Good argument against proliferation, Syria is a tragically apt example.
I always found this claim about Pakistan transporting nuclear weapons in civilian vans to be suspicious though. There are huge layers of security around the weapons and anyone associated with them. I personally know of someone who had to go through an extensive background check because their optometrist was married to someone somehow connected to the program.
That they would be so strict on one hand and then driving mated nukes around in ice cream trucks on the other always struck me as unlikely. The claim itself is very salacious and has a good sum-of-all-fears dynamic, but its also completely anonymous (like many other things in that piece).
Its possible that people are leaking things deliberately to ramp up the fear and turn it into more money; but I’d be very surprised if this claim regarding trucks were true; totally incomprehensible.
You very well may be right; I have no way of verifying that reporting and certainly don’t have any firsthand knowledge of Pakistan. I think the larger point holds though, which is that unstable states prone to unrest having nuclear weapons is pretty damn terrifying. And even if Pakistan’s nukes are kept in one place under heavy guard, the tenor of Pakistani politics isn’t exactly encouraging for the longterm safe handling of those weapons.
Unfortunately Pakistan’s foreign policy today has become the equivalent of putting a gun to ones own head and provocatively daring people to let them pull the trigger – so shameful.
Instead of using their nuclear weapons as a guarantor of an independent foreign policy its become some kind of perverse too-big-to-fail insurance policy.

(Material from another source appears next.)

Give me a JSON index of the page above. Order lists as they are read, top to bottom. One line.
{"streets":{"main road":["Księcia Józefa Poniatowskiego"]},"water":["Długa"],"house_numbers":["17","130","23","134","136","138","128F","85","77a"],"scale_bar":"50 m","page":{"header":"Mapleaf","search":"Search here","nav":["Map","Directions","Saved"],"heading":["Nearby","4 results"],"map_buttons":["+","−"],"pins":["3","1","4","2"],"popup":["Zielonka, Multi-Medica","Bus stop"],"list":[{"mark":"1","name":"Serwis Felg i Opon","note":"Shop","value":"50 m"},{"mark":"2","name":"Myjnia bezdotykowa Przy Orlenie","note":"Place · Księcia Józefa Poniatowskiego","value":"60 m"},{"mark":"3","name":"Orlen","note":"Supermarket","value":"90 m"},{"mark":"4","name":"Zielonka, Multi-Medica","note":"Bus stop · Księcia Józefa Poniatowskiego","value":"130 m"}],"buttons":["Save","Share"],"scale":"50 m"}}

Will say though that a compelling “Ally from Hell” cover could’ve also run in a Pakistani magazine with an American soldier on the cover instead of a jihadist. Generally just a very bad relationship for both sides that needs to be tapered off. Nuclear safety is a shared interest which can be managed without a broader policy embrace, perhaps more effectively.
Oh, completely agreed. It’s a horribly dysfunctional relationship on both sides.